**The problem**
Wherever the string "strong" shows up in the material below, copy that line.

**Entries provided**

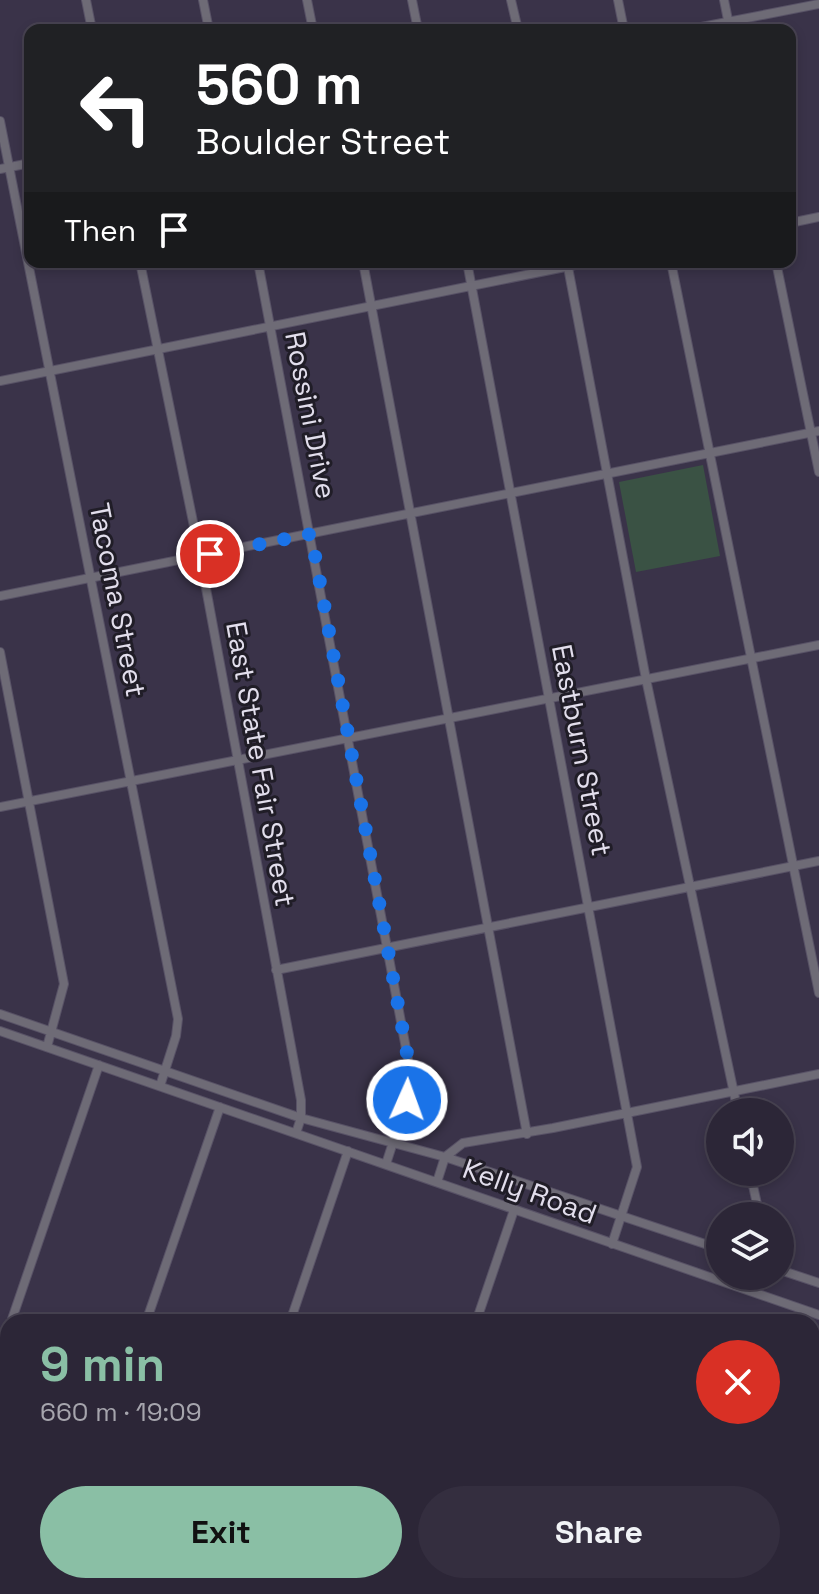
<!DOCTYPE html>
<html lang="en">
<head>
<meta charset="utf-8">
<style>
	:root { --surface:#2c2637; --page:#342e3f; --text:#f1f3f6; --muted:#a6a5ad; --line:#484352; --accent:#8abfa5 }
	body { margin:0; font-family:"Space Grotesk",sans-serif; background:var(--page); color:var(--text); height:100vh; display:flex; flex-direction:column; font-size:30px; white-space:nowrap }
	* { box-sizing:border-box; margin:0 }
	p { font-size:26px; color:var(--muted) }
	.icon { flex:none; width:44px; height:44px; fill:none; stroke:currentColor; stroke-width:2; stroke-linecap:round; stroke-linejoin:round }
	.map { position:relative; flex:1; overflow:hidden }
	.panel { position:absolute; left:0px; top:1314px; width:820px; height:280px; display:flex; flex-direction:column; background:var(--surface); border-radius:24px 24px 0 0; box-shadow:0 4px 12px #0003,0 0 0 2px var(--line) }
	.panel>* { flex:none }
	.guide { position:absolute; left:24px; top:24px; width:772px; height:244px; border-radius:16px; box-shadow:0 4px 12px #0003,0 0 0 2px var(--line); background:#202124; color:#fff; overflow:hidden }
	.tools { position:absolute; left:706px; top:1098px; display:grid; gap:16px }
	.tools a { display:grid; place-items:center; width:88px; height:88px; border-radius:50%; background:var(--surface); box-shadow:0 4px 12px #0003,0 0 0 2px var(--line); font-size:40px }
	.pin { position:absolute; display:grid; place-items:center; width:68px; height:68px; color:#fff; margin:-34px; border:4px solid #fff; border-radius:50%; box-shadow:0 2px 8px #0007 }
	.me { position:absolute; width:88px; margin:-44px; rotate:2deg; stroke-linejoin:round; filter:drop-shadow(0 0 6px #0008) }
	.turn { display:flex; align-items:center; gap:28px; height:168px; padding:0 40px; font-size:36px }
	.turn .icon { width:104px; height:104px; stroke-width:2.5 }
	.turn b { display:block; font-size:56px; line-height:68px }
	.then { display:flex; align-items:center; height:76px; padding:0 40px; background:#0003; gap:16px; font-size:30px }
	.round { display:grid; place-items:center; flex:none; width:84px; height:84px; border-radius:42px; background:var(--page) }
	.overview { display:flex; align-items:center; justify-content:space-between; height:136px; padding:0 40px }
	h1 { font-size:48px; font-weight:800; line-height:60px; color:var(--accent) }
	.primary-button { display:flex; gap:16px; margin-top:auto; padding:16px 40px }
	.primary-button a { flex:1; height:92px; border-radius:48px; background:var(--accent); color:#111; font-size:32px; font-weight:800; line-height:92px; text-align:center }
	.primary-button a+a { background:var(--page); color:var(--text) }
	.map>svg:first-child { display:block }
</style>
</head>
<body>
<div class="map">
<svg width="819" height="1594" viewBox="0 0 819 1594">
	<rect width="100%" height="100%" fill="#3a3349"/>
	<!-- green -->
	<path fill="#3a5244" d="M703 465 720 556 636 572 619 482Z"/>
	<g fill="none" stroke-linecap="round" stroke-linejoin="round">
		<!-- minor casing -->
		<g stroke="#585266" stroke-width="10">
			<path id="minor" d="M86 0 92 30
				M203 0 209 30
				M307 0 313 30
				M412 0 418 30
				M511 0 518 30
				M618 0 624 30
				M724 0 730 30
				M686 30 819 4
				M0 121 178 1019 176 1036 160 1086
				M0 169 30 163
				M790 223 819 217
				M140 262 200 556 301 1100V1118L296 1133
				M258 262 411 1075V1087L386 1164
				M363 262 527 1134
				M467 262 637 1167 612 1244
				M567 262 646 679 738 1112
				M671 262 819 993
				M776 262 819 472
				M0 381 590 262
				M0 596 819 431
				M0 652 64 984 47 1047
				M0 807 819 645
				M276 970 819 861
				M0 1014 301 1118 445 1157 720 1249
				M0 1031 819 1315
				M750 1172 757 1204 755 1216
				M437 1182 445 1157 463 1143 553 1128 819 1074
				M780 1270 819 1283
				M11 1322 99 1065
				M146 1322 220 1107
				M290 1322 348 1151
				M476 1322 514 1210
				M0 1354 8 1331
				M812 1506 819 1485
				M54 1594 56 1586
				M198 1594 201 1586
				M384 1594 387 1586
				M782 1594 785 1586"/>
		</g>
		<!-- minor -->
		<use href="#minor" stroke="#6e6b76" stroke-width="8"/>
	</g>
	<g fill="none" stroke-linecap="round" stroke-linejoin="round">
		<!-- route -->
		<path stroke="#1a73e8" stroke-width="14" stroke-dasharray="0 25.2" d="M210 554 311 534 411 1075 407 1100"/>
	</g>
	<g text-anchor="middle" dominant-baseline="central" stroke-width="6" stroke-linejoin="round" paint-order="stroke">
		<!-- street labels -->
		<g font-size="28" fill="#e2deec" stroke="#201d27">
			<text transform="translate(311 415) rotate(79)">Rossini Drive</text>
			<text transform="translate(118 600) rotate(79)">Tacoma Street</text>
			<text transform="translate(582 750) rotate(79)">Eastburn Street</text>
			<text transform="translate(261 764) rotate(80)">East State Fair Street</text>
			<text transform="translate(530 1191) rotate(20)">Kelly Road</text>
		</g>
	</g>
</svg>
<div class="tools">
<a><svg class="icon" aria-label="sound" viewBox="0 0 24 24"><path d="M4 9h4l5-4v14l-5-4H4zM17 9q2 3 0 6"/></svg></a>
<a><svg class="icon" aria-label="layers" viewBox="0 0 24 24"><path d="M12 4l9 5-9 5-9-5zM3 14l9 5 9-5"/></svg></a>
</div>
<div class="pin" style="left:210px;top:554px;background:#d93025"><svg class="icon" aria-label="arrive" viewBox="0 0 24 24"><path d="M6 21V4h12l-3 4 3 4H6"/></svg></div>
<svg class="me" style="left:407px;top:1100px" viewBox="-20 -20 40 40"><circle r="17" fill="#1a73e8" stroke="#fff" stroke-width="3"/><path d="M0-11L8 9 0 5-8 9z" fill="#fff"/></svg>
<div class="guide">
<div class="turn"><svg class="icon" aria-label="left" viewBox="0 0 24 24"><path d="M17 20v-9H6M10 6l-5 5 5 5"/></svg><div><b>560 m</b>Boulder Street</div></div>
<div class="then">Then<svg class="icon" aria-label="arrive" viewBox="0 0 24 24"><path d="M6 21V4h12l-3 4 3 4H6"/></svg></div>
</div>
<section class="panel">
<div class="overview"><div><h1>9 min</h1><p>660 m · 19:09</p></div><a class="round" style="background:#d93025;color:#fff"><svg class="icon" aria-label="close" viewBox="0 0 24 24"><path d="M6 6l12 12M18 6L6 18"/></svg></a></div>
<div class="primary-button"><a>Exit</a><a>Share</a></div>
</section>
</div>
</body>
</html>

--

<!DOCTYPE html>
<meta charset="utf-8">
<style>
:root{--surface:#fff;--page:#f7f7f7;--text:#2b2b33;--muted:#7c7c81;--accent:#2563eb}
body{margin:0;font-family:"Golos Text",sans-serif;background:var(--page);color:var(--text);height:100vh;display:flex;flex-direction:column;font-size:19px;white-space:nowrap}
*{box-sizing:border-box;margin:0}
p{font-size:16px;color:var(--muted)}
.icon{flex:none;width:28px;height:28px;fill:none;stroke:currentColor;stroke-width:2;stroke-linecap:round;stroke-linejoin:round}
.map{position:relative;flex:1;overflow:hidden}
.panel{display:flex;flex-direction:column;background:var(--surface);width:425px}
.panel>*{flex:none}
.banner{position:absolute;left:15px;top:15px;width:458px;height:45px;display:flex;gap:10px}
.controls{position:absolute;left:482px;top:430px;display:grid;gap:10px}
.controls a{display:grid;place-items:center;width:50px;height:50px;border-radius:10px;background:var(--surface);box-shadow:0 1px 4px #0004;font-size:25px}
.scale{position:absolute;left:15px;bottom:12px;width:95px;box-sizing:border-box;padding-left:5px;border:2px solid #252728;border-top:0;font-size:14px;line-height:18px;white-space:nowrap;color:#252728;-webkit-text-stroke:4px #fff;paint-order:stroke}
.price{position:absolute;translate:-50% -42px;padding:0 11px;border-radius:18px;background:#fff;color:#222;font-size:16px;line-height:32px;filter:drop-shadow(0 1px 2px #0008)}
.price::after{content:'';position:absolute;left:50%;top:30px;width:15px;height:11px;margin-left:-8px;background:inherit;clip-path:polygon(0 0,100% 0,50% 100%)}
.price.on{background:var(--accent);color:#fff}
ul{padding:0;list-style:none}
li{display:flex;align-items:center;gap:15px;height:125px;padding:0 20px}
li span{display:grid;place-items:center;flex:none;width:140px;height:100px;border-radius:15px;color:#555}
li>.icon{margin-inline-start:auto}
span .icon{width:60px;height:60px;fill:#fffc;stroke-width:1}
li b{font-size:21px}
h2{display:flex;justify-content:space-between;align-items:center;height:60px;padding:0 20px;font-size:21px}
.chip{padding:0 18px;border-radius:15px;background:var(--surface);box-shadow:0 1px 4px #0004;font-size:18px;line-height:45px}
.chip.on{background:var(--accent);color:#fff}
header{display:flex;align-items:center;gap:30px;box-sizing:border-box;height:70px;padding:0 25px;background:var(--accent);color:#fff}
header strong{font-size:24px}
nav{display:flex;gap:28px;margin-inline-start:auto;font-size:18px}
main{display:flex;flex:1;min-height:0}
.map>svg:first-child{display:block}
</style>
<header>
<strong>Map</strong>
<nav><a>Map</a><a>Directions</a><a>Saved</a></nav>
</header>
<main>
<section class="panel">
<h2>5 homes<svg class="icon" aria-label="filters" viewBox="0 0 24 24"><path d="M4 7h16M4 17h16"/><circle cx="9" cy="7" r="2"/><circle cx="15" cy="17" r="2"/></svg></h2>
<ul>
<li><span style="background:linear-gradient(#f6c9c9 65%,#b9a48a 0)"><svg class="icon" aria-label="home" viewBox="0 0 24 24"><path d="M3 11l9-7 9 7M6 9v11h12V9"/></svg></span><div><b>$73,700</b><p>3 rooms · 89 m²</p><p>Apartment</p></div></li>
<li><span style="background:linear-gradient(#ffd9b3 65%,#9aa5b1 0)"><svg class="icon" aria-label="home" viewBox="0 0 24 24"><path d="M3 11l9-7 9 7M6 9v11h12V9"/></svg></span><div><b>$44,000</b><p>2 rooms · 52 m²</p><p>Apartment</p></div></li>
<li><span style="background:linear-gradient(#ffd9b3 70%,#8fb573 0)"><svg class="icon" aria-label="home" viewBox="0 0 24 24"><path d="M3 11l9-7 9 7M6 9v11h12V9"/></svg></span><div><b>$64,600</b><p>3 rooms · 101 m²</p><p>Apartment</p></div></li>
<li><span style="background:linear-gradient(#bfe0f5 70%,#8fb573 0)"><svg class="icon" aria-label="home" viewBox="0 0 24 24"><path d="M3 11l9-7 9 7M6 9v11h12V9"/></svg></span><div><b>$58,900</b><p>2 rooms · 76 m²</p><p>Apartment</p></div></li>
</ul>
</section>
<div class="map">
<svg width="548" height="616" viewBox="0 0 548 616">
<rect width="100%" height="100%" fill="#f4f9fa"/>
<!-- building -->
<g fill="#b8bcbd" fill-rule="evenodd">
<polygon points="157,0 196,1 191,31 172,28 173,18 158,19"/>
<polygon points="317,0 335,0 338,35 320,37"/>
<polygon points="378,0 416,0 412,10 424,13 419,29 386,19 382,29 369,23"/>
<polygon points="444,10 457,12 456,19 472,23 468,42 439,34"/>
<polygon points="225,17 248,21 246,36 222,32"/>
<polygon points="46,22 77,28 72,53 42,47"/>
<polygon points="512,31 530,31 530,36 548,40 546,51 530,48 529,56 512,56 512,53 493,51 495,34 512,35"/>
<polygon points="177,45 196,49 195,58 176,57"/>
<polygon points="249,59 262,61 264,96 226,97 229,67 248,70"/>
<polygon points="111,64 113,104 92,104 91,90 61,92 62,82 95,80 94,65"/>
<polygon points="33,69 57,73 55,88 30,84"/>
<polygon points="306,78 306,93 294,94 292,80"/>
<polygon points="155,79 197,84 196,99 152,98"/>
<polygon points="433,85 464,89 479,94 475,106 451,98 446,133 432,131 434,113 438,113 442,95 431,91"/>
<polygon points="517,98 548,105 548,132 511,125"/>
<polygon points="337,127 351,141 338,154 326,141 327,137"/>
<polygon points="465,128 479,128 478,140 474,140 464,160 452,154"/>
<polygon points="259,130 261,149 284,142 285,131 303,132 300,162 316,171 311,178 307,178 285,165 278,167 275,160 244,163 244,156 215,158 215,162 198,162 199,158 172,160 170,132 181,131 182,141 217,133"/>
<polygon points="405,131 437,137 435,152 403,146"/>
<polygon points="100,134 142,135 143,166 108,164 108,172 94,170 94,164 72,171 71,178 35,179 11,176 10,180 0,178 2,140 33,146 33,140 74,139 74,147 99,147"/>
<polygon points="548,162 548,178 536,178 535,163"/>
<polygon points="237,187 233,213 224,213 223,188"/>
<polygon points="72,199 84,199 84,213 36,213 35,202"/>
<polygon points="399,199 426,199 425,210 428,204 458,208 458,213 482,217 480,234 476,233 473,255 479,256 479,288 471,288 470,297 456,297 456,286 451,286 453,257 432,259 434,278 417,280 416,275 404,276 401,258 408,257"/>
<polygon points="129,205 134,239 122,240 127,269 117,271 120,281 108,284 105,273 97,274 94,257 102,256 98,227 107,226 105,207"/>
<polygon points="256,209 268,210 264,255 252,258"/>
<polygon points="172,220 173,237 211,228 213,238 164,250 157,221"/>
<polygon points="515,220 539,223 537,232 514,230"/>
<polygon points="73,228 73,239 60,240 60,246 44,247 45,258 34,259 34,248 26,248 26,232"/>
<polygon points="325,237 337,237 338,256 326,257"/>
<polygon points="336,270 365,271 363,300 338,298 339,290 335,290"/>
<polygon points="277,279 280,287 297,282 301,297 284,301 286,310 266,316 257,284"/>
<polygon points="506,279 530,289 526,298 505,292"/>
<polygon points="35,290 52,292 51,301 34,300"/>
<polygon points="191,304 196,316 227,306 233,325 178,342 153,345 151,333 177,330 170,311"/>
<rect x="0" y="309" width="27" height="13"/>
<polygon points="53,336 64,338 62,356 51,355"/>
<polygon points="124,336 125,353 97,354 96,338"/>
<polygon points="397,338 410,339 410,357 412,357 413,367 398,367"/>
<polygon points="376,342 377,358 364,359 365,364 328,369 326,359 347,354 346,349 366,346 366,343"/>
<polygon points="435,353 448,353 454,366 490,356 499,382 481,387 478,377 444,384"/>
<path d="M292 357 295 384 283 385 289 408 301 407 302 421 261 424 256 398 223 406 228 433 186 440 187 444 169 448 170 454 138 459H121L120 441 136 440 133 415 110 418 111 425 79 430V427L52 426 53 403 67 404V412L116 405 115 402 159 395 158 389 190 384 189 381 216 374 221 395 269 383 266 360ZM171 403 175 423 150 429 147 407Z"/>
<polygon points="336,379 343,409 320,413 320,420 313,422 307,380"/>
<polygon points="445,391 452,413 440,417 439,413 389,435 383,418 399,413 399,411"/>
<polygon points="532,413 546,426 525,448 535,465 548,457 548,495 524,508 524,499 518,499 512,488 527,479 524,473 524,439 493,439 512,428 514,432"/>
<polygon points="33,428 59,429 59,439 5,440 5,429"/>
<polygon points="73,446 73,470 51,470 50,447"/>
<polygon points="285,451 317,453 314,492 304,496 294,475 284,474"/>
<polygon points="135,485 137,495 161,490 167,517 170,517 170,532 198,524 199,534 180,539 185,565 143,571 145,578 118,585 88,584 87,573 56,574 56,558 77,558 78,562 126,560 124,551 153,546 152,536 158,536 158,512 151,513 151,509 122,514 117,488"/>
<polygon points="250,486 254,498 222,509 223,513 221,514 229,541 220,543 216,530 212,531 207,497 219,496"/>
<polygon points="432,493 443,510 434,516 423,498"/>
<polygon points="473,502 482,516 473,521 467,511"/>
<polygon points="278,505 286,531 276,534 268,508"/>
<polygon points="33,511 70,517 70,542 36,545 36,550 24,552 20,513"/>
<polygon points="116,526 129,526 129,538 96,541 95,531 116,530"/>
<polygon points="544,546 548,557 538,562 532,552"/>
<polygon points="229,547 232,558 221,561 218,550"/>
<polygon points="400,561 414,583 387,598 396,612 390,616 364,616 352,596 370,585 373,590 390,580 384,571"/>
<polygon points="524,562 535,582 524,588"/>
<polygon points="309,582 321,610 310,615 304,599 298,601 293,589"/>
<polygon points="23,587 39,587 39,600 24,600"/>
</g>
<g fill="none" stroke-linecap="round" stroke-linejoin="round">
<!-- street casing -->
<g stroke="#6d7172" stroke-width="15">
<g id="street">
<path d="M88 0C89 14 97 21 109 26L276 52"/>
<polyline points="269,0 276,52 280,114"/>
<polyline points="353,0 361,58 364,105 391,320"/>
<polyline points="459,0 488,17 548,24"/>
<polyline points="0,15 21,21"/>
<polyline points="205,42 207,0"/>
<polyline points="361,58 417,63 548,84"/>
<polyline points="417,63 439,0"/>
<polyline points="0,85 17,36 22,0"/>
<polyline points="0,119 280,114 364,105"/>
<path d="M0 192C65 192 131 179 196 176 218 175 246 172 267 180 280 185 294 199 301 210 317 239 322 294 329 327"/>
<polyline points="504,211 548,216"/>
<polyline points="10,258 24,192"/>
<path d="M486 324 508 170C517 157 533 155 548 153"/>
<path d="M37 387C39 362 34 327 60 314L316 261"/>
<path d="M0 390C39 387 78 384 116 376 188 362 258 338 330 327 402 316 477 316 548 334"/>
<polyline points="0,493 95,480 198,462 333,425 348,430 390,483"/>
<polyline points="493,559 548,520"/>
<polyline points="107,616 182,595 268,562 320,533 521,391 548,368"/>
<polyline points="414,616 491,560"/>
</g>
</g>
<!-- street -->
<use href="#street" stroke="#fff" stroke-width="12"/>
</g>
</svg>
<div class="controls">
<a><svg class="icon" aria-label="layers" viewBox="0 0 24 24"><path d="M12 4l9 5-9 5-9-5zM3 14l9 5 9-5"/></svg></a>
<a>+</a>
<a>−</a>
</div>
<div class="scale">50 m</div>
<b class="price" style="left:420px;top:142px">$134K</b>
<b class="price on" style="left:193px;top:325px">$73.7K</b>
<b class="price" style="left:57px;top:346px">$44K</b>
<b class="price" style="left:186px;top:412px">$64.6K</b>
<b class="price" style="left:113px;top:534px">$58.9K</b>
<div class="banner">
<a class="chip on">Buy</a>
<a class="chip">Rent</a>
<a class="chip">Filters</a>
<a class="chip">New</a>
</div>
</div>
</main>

**Expected answer**
header strong{font-size:24px}
<strong>Map</strong>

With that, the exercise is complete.